Collected data entries
....................

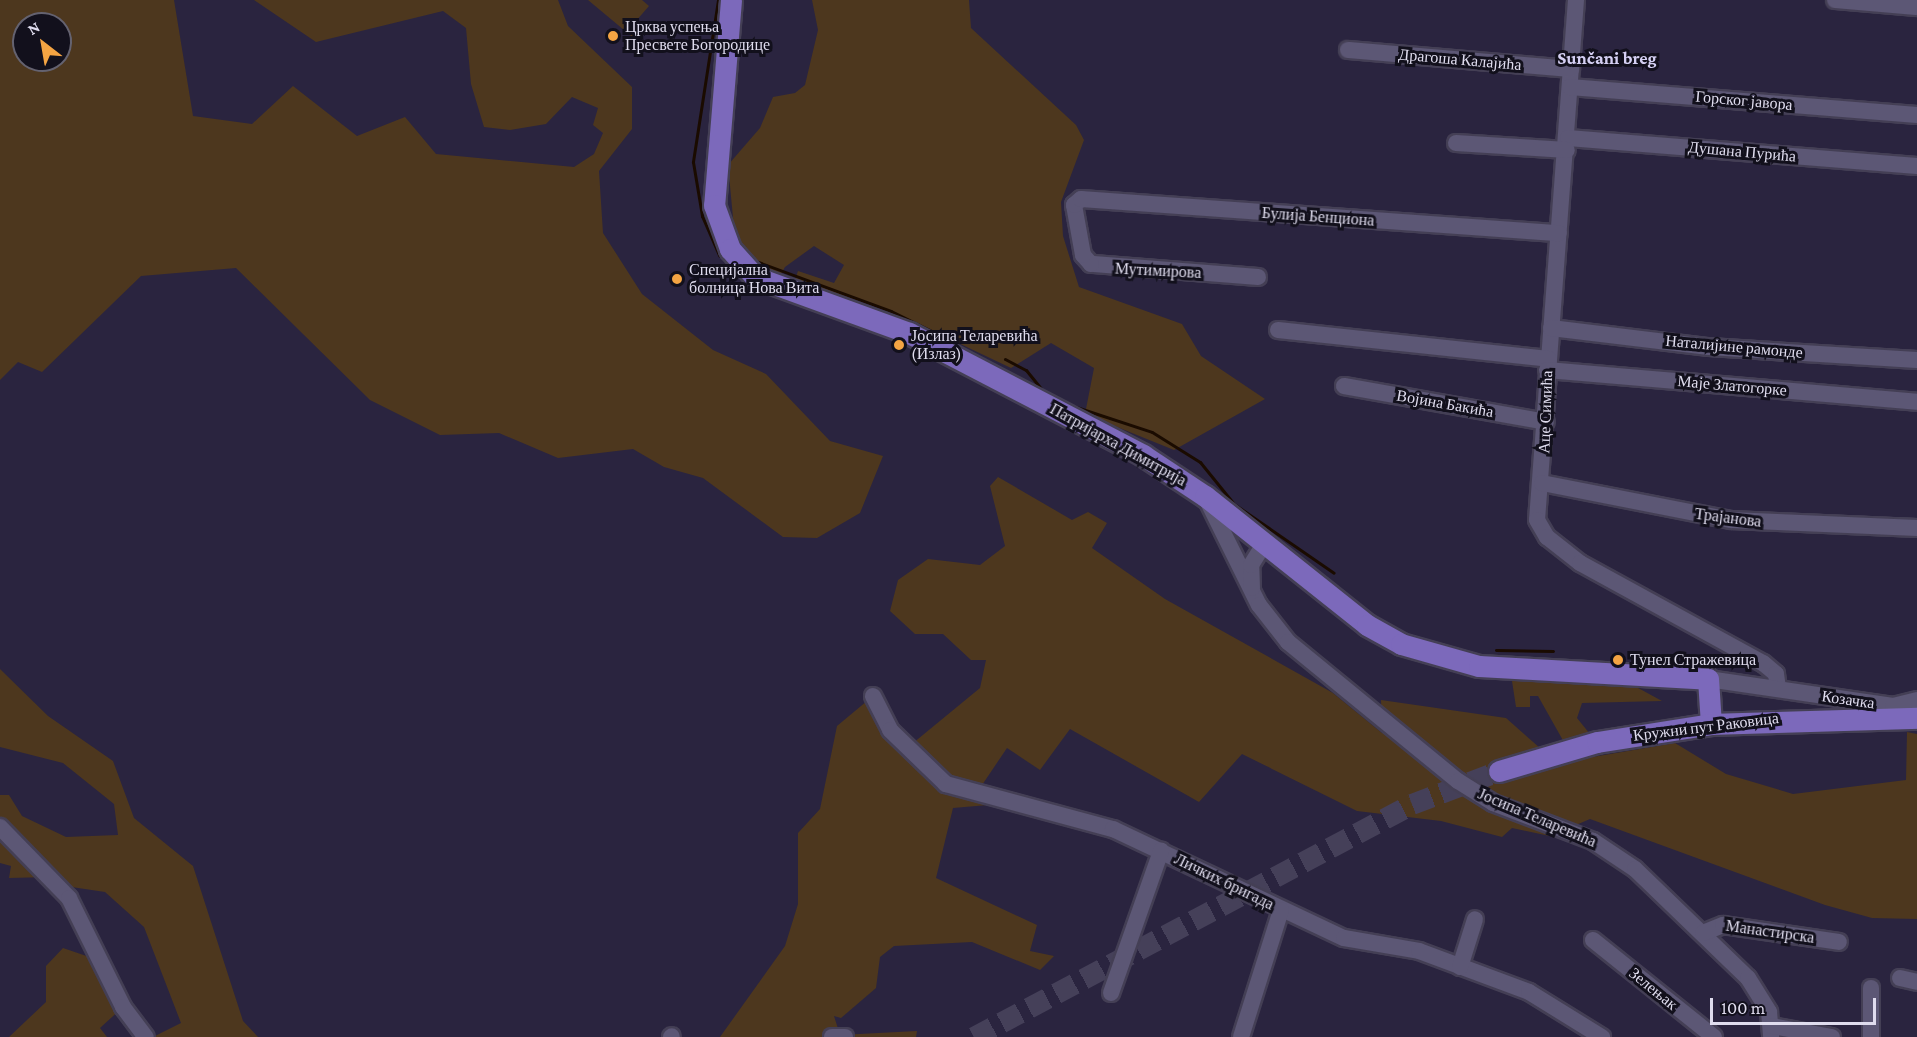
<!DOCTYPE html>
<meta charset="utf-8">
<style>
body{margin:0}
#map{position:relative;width:1917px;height:1037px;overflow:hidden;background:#2a243f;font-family:"Crimson Pro",serif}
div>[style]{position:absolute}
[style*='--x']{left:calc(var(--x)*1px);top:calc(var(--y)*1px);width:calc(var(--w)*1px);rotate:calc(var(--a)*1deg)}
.green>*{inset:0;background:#4d371e}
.stream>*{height:3px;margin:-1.5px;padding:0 1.5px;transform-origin:1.5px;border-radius:1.5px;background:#1a0b00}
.major-tunnel>*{height:21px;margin-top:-10.5px;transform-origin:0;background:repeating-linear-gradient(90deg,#454059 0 21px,transparent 0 31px)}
.roads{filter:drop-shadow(2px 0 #443f55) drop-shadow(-2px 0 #443f55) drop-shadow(0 2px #443f55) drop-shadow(0 -2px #443f55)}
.minor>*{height:16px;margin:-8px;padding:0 8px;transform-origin:8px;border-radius:8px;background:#5c5775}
.major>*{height:21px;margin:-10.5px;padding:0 10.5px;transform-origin:10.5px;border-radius:10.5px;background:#7c69bb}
.dots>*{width:16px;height:16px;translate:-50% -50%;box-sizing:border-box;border:3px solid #12101c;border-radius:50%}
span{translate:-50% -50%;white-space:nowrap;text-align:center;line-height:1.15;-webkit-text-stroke:6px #12101c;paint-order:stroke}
.poi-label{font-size:16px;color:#dfdcee}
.left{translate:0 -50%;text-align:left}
.street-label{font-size:16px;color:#dfdcee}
.neighbourhood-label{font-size:18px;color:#d5d0f3;font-weight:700}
.north{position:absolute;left:12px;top:12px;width:60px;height:60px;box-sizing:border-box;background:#12101c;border:2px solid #646270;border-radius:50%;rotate:329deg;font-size:16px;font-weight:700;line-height:24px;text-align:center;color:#dfdcee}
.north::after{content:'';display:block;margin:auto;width:21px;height:27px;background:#f4a443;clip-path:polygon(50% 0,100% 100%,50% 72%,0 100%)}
.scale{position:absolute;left:1710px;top:998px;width:166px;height:27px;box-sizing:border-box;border:3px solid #dfdcee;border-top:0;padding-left:8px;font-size:18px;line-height:21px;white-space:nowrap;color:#dfdcee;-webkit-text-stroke:4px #12101c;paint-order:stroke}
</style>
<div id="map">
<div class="green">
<i style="clip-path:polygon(evenodd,0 0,174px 0,193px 116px,252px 124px,293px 86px,357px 136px,405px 117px,436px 154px,574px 167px,594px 154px,603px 133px,593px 125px,598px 108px,572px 97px,546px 124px,510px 130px,484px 127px,471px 84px,466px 28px,443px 11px,316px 42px,254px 0,558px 0,568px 26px,632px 87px,632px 129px,599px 171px,603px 233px,642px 294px,713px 350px,766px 374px,830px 441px,883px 456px,860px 513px,817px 538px,783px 537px,703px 478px,664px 467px,633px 449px,558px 458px,499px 433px,440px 435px,370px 400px,236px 268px,141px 276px,42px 372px,18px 362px,0 380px,0 0,24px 24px,60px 24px,60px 60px,24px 60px,24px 24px)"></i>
<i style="clip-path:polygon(588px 0,642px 0,649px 6px,636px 21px,646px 31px,636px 40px)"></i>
<i style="clip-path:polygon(812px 0,969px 0,971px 28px,1076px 125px,1084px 140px,1061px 202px,1063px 236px,1079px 287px,1182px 324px,1201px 356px,1265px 399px,1174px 450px,1085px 414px,1094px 368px,1051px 343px,1011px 368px,891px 311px,795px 280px,798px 271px,834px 283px,844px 265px,814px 246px,785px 267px,778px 279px,759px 270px,741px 251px,734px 228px,728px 165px,760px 128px,773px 97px,795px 93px,805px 85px,818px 30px)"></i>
<i style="clip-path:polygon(998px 477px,1072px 520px,1088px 512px,1107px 523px,1092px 548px,1165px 599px,1333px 693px,1382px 733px,1381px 700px,1506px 718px,1557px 763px,1675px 743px,1726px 774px,1793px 794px,1906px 780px,1907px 732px,1917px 734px,1917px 919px,1872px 918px,1825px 905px,1590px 819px,1576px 825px,1568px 840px,1512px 828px,1502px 837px,1441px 821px,1357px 811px,1242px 754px,1199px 802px,1070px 729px,1040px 770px,1007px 748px,978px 791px,993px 795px,988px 805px,953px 808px,936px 878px,1037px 925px,1030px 951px,1054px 956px,1040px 970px,972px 942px,894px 946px,880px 957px,876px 988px,841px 1018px,834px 1016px,840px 1035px,917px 1031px,916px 1037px,720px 1037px,785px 946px,798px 904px,798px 833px,820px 809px,837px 726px,873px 696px,907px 748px,980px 688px,986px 660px,971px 660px,943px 634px,915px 634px,890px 611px,898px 580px,928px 559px,980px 565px,1005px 546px,990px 486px)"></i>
<i style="clip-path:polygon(0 669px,48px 716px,113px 761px,134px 818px,193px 866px,243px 1021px,258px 1037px,153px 1037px,181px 1023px,144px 927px,105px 892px,58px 885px,49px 877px,9px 878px,11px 866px,0 863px,0 795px,9px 795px,22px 816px,66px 837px,118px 835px,114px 804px,63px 763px,0 747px)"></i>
<i style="clip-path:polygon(1521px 675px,1618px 677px,1662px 701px,1582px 703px,1577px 718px,1594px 739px,1565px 744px,1538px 696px,1530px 696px,1530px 707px,1516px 707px,1512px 681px)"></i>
<i style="clip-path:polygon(63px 948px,101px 961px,123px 1007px,100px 1028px,107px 1037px,9px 1037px,46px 1002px,46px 966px)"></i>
</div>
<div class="stream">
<i style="--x:718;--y:0;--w:164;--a:98.8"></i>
<i style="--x:693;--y:162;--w:55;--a:80.5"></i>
<i style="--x:702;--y:216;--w:43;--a:66.4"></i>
<i style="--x:750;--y:259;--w:150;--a:20.2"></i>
<i style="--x:891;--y:311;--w:72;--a:26.2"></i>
<i style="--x:1005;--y:359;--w:24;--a:28"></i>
<i style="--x:1026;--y:370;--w:27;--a:51"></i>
<i style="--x:1070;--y:405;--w:86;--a:18.2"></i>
<i style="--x:1152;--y:432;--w:57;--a:32"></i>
<i style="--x:1200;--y:462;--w:54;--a:51"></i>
<i style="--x:1234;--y:504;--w:121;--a:34.6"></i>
<i style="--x:1496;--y:650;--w:57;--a:1"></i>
</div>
<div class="major-tunnel">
<i style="--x:974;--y:1037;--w:496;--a:-28"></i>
<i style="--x:1412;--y:804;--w:93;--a:-20.8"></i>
</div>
<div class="roads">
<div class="minor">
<i style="--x:1576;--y:0;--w:521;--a:94.29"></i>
<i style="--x:1537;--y:520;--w:20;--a:60"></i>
<i style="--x:1547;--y:537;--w:42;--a:38.2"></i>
<i style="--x:1580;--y:563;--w:209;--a:28.7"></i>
<i style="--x:1763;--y:663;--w:17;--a:40"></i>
<i style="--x:1776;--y:674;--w:15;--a:82"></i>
<i style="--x:1835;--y:0;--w:82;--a:4.9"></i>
<i style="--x:1348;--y:50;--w:224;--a:4.9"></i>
<i style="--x:1570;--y:87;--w:348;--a:4.6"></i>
<i style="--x:1568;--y:138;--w:350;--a:4.6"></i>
<i style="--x:1456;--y:143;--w:111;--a:3.6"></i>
<i style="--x:1258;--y:277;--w:168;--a:-175.5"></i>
<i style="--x:1091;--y:264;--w:12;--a:-132"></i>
<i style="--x:1083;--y:255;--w:51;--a:-100.2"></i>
<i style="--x:1074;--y:205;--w:9;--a:-41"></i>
<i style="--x:1081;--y:199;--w:479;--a:4.1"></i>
<i style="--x:1551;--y:328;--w:159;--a:6.9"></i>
<i style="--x:1709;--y:347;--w:208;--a:3.6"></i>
<i style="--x:1278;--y:330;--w:272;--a:6.1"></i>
<i style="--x:1547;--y:370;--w:371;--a:4.9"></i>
<i style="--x:1344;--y:386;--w:205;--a:10.1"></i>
<i style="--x:1542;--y:483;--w:193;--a:11.1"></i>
<i style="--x:1731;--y:520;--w:186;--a:2.5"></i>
<i style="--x:1207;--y:500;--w:117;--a:63.7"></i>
<i style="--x:1259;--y:605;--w:47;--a:51.9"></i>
<i style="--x:1288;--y:642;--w:220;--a:39.3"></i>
<i style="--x:1458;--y:781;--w:41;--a:32.2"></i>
<i style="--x:1493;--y:803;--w:107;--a:20.8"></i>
<i style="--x:1593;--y:841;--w:50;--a:33.7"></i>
<i style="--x:1635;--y:869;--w:157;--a:44"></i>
<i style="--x:1748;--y:978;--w:40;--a:58"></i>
<i style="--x:1769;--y:1012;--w:25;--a:85"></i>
<i style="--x:1252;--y:588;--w:23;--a:-92"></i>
<i style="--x:1251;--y:565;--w:25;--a:-58"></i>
<i style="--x:1708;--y:679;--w:187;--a:8.3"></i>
<i style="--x:1893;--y:706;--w:25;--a:-14"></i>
<i style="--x:873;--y:696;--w:38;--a:63"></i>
<i style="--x:890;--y:730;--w:78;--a:44"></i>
<i style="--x:946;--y:784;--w:173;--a:15.1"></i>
<i style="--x:1113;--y:829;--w:255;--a:25.3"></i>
<i style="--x:1344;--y:938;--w:76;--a:9.8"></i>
<i style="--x:1419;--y:951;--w:117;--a:20.4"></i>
<i style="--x:1529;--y:992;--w:86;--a:31.7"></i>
<i style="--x:0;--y:827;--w:99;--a:45.8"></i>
<i style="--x:69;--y:898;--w:122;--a:63.6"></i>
<i style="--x:123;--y:1007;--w:38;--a:53"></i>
<i style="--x:1703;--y:933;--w:22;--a:-22"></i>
<i style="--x:1723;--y:925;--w:117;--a:8.3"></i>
<i style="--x:1593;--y:940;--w:155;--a:38.7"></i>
<i style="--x:1460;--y:967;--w:50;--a:-72.6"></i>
<i style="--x:1900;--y:978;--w:17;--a:13"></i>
<i style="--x:1111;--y:993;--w:151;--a:-70.6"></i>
<i style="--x:1772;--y:1026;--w:61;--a:10.4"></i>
<i style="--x:671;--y:1037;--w:1;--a:-45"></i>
<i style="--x:832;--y:1037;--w:13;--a:0"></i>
<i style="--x:1241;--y:1037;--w:133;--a:-72.5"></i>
<i style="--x:1871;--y:1037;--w:49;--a:-90"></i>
</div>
<div class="major">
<i style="--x:731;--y:0;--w:206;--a:94.7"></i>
<i style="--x:714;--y:205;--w:47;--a:70"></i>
<i style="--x:730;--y:249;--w:38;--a:48"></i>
<i style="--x:755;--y:277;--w:164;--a:20"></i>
<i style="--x:909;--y:333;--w:264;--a:27.5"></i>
<i style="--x:1143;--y:455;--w:74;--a:33.5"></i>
<i style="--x:1205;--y:496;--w:207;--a:38.5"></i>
<i style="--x:1367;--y:625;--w:39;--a:29"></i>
<i style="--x:1401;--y:644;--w:81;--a:15.8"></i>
<i style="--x:1479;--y:666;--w:229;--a:3.2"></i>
<i style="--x:1708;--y:679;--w:45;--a:86.2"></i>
<i style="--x:1499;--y:771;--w:102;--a:-16.5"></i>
<i style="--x:1597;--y:742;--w:115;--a:-9"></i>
<i style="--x:1711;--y:724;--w:206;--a:-1.7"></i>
</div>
</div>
<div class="dots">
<i style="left:613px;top:36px;background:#f4a443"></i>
<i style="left:677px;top:279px;background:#f4a443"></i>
<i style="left:899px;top:345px;background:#f4a443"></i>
<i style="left:1618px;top:660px;background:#f4a443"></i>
</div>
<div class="poi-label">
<span class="left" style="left:625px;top:36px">Црква успења<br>Пресвете Богородице</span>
<span class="left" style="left:689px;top:279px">Специјална<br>болница Нова Вита</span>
<span class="left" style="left:911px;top:345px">Јосипа Теларевића<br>(Излаз)</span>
<span class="left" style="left:1630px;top:660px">Тунел Стражевица</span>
</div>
<div class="street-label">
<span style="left:1460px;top:60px;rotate:5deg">Драгоша Калајића</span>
<span style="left:1744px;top:101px;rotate:5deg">Горског јавора</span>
<span style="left:1742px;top:152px;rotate:5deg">Душана Пурића</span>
<span style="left:1318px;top:217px;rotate:4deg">Булија Бенциона</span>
<span style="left:1158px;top:271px;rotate:3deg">Мутимирова</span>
<span style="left:1734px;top:347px;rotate:5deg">Наталијине рамонде</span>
<span style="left:1732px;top:386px;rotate:5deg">Маје Златогорке</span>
<span style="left:1445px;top:404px;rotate:10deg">Војина Бакића</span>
<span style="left:1546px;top:412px;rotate:-88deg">Аце Симића</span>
<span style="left:1118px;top:445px;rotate:29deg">Патријарха Димитрија</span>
<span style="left:1728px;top:518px;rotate:7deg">Трајанова</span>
<span style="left:1848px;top:700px;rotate:8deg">Козачка</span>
<span style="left:1706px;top:727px;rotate:-7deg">Кружни пут Раковица</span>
<span style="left:1537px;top:818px;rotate:23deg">Јосипа Теларевића</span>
<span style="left:1224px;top:882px;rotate:26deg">Личких бригада</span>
<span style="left:1770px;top:932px;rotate:8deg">Манастирска</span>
<span style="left:1653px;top:989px;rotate:39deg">Зелењак</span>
</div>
<div class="neighbourhood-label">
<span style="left:1607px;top:58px">Sunčani breg</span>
</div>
<div class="north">N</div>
<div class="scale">100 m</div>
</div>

....................

• [YOUR OBJECTIVE]:
Scan the lines above for the word "stream" and copy every one where it occurs.

• [TASK RESPONSE]:
.stream>*{height:3px;margin:-1.5px;padding:0 1.5px;transform-origin:1.5px;border-radius:1.5px;background:#1a0b00}
<div class="stream">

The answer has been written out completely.